**What you need to do**
Copy out every line of the data where the word "origin" is found.

Start of Block

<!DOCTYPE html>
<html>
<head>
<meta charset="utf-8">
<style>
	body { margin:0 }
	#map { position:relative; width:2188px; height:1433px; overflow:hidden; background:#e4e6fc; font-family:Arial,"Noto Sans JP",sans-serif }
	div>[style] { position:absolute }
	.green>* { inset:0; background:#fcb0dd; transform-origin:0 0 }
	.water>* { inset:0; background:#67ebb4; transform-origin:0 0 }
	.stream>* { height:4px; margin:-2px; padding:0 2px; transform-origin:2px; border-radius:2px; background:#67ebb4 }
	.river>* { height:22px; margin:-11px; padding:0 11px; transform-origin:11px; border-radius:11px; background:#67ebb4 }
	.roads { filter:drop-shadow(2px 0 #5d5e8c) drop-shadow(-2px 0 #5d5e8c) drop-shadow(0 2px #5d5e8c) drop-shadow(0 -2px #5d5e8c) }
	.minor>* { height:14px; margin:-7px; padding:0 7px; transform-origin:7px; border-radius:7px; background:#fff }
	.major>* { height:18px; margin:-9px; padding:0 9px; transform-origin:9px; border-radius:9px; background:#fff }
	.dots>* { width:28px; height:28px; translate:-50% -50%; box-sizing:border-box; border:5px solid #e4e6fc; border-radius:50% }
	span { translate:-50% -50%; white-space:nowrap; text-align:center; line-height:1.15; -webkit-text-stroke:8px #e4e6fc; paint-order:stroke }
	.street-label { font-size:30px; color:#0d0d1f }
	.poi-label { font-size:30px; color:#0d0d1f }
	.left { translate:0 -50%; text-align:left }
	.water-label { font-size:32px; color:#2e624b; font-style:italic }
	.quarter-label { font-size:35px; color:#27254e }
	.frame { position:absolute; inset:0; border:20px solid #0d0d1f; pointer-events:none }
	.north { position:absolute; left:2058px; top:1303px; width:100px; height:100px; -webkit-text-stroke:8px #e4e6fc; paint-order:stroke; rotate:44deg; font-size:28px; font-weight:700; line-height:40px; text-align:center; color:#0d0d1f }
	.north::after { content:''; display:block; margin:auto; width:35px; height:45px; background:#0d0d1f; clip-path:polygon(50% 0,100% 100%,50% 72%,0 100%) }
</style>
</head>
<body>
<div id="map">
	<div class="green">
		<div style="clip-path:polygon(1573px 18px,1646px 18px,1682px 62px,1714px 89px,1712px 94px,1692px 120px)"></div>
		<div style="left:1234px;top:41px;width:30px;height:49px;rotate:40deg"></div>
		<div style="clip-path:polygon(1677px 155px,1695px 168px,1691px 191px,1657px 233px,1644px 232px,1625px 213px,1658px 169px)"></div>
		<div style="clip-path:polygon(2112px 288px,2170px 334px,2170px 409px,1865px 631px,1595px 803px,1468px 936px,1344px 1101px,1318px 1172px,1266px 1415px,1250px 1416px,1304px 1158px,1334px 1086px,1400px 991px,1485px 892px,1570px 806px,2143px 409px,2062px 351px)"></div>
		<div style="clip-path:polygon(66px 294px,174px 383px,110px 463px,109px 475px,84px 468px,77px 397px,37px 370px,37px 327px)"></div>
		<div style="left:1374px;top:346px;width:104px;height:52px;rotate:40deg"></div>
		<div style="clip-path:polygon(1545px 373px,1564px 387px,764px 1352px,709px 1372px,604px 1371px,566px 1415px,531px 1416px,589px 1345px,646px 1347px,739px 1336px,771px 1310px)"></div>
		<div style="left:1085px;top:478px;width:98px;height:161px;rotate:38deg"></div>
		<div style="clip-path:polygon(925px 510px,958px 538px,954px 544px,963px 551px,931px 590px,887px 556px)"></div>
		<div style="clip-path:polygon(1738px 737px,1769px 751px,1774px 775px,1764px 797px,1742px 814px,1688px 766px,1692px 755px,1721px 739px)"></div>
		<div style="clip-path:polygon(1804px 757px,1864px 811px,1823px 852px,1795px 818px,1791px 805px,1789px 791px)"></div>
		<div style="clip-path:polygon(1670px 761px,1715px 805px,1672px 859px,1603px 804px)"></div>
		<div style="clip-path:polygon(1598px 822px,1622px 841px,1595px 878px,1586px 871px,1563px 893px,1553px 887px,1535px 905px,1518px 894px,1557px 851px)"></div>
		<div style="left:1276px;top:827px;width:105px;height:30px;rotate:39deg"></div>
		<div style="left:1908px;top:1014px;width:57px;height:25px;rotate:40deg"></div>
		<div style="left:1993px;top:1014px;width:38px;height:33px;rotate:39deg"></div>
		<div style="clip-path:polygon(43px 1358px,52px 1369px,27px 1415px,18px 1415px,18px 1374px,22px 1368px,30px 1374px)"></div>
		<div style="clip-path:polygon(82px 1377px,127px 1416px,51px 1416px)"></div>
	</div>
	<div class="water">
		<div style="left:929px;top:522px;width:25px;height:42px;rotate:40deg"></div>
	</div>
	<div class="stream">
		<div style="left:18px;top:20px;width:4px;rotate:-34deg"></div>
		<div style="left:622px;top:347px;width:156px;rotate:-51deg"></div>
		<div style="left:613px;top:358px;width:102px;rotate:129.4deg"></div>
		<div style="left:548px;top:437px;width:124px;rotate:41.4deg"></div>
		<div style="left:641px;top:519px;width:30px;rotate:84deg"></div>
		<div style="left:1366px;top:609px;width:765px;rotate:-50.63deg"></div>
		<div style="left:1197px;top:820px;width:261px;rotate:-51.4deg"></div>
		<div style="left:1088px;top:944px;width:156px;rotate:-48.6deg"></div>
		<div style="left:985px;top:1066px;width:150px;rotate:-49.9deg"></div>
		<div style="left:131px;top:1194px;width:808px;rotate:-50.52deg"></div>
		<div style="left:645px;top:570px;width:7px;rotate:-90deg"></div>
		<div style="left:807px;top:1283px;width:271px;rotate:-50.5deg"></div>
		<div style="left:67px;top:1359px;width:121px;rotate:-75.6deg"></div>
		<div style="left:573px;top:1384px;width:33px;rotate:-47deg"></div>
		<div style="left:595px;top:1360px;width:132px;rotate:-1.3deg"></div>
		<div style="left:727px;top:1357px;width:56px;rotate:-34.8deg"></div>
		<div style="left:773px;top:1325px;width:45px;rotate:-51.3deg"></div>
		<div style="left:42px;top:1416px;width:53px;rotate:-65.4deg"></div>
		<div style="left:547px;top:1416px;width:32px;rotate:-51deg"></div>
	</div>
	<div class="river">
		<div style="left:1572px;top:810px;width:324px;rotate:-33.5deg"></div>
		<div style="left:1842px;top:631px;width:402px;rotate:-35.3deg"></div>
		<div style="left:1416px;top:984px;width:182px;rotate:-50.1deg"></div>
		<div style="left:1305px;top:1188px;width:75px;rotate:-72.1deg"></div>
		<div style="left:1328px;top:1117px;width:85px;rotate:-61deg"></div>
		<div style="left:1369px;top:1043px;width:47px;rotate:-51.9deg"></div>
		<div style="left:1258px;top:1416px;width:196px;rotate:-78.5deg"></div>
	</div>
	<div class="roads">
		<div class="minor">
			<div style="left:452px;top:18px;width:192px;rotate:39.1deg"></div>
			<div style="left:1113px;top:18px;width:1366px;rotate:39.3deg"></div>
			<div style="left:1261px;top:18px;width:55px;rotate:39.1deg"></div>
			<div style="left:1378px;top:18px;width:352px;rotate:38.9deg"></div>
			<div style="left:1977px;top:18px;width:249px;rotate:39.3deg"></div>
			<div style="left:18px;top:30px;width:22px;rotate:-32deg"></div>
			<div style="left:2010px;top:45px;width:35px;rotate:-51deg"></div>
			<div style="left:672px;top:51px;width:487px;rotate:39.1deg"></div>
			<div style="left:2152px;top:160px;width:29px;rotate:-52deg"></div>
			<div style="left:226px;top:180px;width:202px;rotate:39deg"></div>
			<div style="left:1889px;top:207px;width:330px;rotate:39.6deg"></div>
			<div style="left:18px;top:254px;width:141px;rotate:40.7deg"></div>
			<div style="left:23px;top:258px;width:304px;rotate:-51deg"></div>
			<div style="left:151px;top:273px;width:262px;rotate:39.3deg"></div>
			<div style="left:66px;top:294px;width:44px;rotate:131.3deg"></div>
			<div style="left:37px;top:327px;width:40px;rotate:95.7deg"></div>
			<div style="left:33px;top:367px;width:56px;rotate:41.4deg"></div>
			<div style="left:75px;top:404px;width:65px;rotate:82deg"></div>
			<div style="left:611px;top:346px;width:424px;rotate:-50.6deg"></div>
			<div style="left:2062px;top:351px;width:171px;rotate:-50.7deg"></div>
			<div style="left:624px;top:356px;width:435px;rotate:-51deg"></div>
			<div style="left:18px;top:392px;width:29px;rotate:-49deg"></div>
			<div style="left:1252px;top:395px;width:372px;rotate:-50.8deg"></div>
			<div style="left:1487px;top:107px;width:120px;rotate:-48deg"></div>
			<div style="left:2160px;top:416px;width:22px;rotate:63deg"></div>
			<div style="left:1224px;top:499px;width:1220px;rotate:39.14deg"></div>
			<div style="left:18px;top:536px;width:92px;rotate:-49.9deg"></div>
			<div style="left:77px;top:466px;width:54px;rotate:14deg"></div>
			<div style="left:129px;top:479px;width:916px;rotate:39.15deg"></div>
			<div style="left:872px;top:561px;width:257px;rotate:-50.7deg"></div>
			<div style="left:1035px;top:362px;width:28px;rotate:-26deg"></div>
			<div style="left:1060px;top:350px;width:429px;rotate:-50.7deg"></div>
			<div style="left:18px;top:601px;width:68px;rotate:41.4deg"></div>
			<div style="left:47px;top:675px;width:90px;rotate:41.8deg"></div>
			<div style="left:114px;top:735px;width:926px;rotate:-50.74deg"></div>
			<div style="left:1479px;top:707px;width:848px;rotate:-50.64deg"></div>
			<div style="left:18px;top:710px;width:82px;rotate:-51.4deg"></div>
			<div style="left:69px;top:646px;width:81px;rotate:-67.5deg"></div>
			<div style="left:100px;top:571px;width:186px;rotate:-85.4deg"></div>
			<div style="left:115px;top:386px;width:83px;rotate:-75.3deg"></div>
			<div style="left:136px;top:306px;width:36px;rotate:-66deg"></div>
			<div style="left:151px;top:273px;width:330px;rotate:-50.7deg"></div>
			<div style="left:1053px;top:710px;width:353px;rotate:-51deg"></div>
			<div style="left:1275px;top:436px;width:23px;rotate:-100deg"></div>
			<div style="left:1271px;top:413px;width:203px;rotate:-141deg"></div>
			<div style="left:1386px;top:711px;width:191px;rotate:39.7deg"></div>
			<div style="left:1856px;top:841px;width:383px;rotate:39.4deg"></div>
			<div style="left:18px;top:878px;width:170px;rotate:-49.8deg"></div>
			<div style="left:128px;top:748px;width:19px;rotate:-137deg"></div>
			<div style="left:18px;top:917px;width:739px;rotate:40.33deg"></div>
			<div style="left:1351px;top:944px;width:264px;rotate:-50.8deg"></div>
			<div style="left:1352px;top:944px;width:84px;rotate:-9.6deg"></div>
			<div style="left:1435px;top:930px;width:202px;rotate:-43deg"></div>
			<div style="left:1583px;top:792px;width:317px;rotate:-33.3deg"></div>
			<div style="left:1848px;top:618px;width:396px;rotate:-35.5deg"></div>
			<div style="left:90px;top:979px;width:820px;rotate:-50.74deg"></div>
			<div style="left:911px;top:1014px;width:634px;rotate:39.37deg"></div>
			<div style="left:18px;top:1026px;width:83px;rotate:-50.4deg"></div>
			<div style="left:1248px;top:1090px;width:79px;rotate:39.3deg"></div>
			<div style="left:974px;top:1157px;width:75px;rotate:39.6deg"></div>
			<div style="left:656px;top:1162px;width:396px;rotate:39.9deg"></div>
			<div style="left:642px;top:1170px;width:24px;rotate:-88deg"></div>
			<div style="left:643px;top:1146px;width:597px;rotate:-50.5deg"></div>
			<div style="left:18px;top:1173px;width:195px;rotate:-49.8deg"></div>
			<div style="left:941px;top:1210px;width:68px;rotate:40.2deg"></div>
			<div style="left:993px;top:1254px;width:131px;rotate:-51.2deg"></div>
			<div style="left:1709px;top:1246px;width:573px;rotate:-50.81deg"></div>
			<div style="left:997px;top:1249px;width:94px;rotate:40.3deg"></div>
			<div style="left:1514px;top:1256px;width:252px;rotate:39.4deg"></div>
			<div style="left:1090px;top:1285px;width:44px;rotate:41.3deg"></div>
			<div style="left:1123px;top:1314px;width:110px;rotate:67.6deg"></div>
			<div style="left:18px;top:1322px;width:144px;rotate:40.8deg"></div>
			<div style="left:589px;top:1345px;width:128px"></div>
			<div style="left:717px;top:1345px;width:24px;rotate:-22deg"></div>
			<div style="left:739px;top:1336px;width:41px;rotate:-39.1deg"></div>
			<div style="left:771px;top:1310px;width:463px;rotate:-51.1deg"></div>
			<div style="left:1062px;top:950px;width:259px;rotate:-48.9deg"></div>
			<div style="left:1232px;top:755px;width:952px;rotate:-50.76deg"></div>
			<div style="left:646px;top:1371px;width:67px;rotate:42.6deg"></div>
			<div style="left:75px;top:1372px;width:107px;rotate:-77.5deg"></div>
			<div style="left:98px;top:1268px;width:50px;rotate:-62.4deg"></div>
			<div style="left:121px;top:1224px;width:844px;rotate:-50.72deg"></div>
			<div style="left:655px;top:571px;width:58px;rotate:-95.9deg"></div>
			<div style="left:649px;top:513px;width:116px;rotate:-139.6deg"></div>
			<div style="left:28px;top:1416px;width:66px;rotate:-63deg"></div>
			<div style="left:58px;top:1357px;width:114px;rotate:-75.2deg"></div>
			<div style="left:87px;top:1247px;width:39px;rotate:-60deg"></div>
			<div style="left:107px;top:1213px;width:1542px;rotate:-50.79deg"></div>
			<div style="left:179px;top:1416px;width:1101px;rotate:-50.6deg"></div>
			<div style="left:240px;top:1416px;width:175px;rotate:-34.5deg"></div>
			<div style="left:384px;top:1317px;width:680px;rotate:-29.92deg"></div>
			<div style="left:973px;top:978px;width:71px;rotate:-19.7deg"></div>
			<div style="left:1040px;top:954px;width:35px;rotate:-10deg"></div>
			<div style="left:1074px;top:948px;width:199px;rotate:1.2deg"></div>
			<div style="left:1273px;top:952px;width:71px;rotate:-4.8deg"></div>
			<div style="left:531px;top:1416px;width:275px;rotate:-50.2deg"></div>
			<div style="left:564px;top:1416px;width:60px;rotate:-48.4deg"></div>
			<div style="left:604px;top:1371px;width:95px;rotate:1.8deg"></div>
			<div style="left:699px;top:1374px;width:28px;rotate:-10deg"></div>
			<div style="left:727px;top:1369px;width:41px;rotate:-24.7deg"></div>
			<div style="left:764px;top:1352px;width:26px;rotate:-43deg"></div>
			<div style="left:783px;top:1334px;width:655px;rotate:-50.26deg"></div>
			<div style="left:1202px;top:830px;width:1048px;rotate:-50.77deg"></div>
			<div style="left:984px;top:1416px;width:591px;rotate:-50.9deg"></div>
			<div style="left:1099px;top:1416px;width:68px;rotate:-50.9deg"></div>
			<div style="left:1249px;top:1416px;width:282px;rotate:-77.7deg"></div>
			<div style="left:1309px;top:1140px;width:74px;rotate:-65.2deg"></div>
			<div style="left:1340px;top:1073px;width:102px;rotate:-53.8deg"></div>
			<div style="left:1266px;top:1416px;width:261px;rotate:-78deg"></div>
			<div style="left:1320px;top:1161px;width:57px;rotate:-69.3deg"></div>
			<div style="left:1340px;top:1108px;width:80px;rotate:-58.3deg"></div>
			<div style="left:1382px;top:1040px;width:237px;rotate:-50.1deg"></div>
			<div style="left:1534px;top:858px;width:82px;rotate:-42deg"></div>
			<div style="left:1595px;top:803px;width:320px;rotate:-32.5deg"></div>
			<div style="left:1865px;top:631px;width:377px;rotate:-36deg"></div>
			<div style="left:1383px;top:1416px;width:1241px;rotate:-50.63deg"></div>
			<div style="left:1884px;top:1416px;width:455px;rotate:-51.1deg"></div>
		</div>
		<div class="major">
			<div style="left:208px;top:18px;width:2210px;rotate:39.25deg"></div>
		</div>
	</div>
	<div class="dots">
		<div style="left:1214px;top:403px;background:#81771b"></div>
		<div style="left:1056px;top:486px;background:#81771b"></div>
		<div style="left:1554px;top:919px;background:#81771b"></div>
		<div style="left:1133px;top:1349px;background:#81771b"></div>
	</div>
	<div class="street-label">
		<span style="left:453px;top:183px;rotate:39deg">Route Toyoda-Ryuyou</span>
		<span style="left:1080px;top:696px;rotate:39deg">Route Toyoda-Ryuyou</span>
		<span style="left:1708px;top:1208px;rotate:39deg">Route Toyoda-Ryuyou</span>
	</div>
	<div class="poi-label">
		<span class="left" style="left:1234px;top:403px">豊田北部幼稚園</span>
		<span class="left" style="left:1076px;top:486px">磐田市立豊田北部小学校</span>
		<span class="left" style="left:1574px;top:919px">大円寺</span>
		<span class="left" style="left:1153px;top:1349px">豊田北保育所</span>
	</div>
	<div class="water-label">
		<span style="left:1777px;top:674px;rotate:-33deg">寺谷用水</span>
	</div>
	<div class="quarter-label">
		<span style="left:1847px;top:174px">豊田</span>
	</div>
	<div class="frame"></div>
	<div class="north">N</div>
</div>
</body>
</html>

End of Block

**Reply to the task**
	.green>* { inset:0; background:#fcb0dd; transform-origin:0 0 }
	.water>* { inset:0; background:#67ebb4; transform-origin:0 0 }
	.stream>* { height:4px; margin:-2px; padding:0 2px; transform-origin:2px; border-radius:2px; background:#67ebb4 }
	.river>* { height:22px; margin:-11px; padding:0 11px; transform-origin:11px; border-radius:11px; background:#67ebb4 }
	.minor>* { height:14px; margin:-7px; padding:0 7px; transform-origin:7px; border-radius:7px; background:#fff }
	.major>* { height:18px; margin:-9px; padding:0 9px; transform-origin:9px; border-radius:9px; background:#fff }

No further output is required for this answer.